As students continued strolling through the festival, a set of mannequins donning vaguely familiar clothing pieces may have caught their eyes.

In another life, these outfits had been the uniforms of campus police officers. Students and faculty from the fashion department at WKU had transformed old uniforms into fashionable garments, and now they were showing them off to the campus community in an effort to bring awareness to the cause of upcycling, or transforming an old product into something new rather than discarding it.

“With over 200 uniforms just getting thrown away, we decided to give back,” said Jalyn Loughran, a junior fashion major from Manchester. “We just volunteered to upcycle and help out. We just got together one day and started cutting and sewing and doing whatever we could do.”

Darian Keith, a senior from Gallatin, Tennessee and a fashion major, said upcycling the police uniforms was a tangible, environmentally-friendly way for students to share their skills and knowledge with others on campus.

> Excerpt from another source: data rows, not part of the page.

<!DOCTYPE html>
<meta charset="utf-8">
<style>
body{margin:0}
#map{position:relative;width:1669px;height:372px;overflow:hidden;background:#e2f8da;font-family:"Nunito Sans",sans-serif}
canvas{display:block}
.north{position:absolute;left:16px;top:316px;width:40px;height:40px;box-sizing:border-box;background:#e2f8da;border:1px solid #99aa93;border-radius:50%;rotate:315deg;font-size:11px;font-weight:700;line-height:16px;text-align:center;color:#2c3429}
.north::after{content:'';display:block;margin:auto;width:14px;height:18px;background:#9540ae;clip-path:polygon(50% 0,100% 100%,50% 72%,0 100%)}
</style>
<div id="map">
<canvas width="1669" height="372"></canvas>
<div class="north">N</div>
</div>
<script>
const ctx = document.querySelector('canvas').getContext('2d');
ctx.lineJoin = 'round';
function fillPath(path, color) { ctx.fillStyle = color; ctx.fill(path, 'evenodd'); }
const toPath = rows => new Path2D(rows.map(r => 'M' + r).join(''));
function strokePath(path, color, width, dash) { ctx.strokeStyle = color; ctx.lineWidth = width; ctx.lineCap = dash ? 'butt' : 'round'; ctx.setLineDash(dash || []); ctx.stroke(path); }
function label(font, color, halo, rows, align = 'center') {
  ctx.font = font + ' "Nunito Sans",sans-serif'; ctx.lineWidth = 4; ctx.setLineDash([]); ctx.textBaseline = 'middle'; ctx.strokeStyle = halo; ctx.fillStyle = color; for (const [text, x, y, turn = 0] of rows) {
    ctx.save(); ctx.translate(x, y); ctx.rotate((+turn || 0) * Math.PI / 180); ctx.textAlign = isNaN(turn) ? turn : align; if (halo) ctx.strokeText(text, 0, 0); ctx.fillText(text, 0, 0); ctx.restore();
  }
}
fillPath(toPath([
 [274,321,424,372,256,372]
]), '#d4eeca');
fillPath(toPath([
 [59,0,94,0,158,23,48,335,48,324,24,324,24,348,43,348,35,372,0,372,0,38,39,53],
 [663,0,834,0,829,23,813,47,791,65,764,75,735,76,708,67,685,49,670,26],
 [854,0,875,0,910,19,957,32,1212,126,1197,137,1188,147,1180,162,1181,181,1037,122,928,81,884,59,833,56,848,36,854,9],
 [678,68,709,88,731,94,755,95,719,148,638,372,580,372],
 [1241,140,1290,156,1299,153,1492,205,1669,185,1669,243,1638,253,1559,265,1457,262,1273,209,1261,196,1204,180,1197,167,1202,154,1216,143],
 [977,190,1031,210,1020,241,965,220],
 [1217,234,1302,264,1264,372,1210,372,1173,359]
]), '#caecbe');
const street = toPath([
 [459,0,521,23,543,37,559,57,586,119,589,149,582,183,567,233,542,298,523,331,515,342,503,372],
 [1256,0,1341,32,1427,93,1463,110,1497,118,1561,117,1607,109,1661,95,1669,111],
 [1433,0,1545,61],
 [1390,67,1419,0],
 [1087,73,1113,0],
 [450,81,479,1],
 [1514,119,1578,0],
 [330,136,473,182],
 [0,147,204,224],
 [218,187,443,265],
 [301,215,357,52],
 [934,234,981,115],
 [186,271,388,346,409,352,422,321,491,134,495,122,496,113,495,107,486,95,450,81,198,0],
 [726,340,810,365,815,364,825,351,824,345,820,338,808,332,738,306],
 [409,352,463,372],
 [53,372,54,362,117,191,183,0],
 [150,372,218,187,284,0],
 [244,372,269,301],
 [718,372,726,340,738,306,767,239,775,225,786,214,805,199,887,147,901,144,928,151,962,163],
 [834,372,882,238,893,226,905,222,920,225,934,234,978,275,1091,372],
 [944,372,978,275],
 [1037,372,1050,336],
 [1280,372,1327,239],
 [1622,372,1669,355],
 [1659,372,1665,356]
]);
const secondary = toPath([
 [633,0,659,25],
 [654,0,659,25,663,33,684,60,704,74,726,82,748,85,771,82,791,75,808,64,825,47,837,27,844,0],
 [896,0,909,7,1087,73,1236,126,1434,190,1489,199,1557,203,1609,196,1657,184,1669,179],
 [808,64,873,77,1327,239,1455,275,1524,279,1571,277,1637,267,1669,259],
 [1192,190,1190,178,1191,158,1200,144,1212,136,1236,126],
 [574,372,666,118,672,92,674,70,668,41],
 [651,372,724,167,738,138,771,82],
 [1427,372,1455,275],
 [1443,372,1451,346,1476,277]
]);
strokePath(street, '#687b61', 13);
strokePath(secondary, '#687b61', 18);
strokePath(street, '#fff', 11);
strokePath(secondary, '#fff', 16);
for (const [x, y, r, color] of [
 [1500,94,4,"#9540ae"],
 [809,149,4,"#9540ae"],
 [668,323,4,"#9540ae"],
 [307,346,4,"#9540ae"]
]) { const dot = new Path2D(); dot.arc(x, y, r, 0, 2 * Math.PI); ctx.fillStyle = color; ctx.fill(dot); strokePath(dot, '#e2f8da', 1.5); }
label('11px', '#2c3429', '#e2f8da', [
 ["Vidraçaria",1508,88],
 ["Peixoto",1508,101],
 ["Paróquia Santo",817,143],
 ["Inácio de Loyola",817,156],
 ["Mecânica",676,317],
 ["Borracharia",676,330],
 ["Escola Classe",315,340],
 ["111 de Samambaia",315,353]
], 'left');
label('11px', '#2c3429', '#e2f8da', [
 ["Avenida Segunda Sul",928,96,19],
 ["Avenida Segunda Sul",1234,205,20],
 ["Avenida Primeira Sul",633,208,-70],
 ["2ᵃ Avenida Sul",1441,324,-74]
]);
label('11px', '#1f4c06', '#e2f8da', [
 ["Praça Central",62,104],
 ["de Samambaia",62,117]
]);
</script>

“The university police uniforms are about $6 a pound to recycle, so instead, we thought a more sustainable way to give back would be to reuse the uniforms and make something new,” Keith said.

The garments created consisted of purses, tops, pants, jackets and even aprons.

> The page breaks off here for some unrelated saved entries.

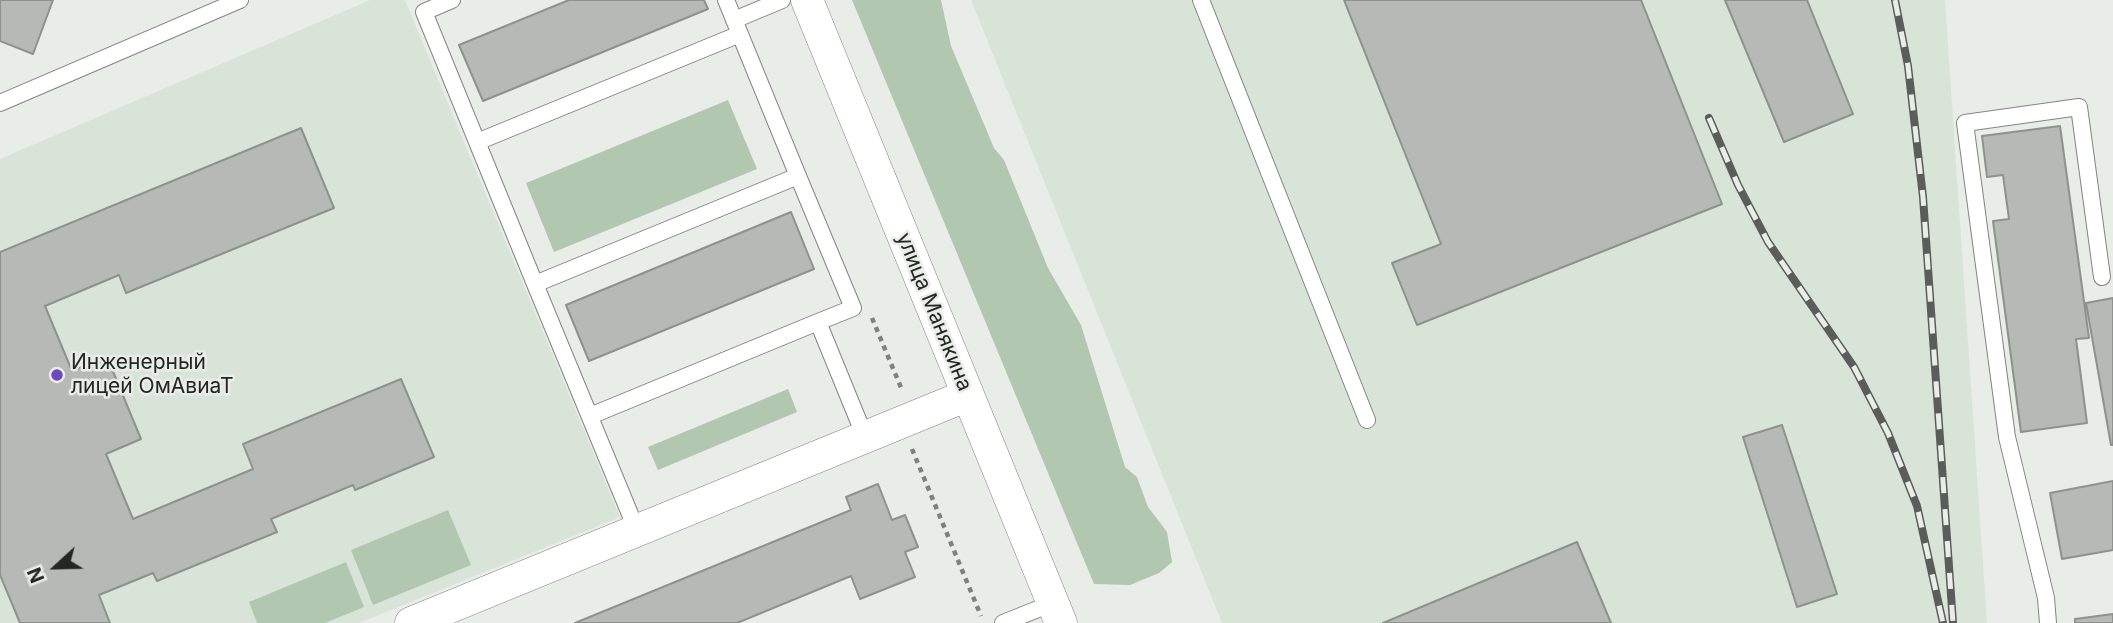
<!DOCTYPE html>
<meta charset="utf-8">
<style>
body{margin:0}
#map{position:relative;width:2113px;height:623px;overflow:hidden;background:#e8ede8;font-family:Inter,sans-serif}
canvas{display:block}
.north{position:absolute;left:21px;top:532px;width:70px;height:70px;-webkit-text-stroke:5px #e8ede8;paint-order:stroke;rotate:248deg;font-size:19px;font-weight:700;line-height:28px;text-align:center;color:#242624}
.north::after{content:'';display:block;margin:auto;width:24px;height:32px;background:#242624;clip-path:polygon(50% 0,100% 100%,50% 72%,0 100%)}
</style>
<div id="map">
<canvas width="2113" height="623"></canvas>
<div class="north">N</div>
</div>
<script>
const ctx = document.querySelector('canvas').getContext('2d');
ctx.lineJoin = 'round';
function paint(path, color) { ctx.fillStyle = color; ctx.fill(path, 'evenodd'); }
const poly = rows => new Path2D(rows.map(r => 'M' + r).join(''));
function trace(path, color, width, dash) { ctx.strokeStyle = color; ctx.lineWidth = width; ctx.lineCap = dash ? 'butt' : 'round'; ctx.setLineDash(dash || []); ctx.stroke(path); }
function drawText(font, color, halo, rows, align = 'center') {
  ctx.font = font + ' Inter,sans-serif'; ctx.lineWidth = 5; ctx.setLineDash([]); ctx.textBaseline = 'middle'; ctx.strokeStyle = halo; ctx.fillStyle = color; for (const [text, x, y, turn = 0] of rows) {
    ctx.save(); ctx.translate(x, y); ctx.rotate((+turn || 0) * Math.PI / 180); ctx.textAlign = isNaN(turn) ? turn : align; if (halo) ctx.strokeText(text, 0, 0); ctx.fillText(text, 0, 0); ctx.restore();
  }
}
paint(poly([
 [370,0,405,0,620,517,359,623,0,623,0,159],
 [971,0,1945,0,1987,623,1222,623]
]), '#d9e4d8');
paint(poly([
 [852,0,941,0,951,46,973,98,994,148,1004,160,1048,268,1081,325,1125,467,1137,477,1148,507,1167,532,1172,562,1159,573,1130,585,1094,584],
 [728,100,757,169,554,252,526,183],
 [788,389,797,412,658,470,648,447],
 [448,510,471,565,373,605,351,550],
 [346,562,364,607,325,623,257,623,249,602]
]), '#b1c7af');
const building = poly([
 [0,0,53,0,33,54,0,41,0,0],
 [569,0,704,0,708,9,483,101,459,45,569,0],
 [1344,0,1641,0,1722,204,1417,325,1392,263,1441,244,1344,0],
 [1725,0,1807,0,1853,114,1784,142,1725,0],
 [2060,126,2089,338,2076,339,2087,423,2021,432,1993,221,2009,219,2003,175,1987,177,1982,136,2060,126],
 [301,128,334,208,126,293,119,275,45,306,72,371,107,357,141,439,106,454,133,519,253,469,243,444,401,379,434,457,355,490,353,485,271,519,277,532,157,581,153,573,99,595,110,623,20,623,0,575,0,252,301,128],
 [791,212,814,269,589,361,566,305,791,212],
 [2113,298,2113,445,2111,445,2086,303,2113,298],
 [1782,425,1837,594,1797,607,1743,437,1782,425],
 [2113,481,2113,550,2062,559,2050,493,2113,481],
 [878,484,892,520,905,515,918,547,905,552,915,577,860,599,851,576,737,623,575,623,851,510,846,497,878,484],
 [1577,542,1611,623,1383,623,1577,542],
 [2113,614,2113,623,2075,623,2075,619,2113,614]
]);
paint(building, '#b6bab5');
trace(building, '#8e928d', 2);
const lane = poly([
 [452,0,424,12,535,284],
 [726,0,798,176],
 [1201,0,1367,420],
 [734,20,782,0],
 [0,103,240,0],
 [477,142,740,34],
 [590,416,818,322],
 [637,531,535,284,798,176,853,308,818,322,865,437],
 [1003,623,1053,603],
 [2048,623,2046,598,2007,437,1965,123,2079,107,2102,277]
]);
const street = poly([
 [807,0,1061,623],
 [411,623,968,395]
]);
trace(lane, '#818681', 18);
trace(street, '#818681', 33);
trace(poly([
 [872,318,902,390],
 [912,449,981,616]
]), '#7e817e', 4.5, [5, 5]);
trace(lane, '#fff', 16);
trace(street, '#fff', 32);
const rail = poly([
 [1895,0,1908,66,1923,197,1953,623],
 [1709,118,1738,185,1768,242,1854,367,1888,433,1917,506,1943,623]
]);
trace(rail, '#5a5d5a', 8);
trace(rail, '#e8ede8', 5, [16]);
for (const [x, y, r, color] of [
 [57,375,7,"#6c48c1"]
]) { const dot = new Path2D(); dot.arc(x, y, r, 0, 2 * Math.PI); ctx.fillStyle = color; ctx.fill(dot); trace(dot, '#e8ede8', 2.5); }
drawText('21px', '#242624', '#e8ede8', [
 ["улица Манякина",934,312,68]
]);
drawText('21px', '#242624', '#e8ede8', [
 ["Инженерный",71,363],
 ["лицей ОмАвиаТ",71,387]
], 'left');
</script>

“We started coming up with themes, and everyone went their own direction from there,” Keith said. “We made purses, tops, jackets, and even did some embellishing. Really anything we could do with them, we did.”

In all, between fashion assistant professor Carrie Cox and a few willing fashion students, they completed just under a dozen fashion pieces in a few short weeks. New police uniforms are purchased every few years and can cost as much as $100 each, Cox said. When the new uniforms are purchased, the old ones get thrown away without saving any part of the garment except the police badge.

After officers with the campus police got new uniforms in September, Almo senior Courtney Martin, a student worker with WKU Resource Conservation, reached out to Cox in hopes of generating ideas on how to utilize the large volume of outdated police uniforms.

“Waste is so much more complicated and widespread than people realize,” Martin said. “A lot of what we consider to be trash can be reused, recycled or reduced at the source.”

Martin and Cox started their partnership between fashion merchandising and sustainability last semester during Fix it Fest, another recycling awareness event that takes place at WKU.

Cox said she has a passion for the fashion industry and helping out with this project was enjoyable for her.

“I just have to sew — it’s my compulsion” Cox said. “It took me about 12 hours in total to finish the pieces, but then again, I’ve been sewing forever, so I completed the pieces in about three sewing sessions.”

The completed pieces were displayed at the Earth Day event in hopes that students would be inspired and observe what can be accomplished by simply turning an old item into something new, Keith said.

Lexi Waltz, a freshman from Louisville, said younger fashion students look up to the older students and the skills they have acquired by being in the fashion department.

“We have a lot of talent within our major” Waltz said. “I think it’s inspiring what students here can do.”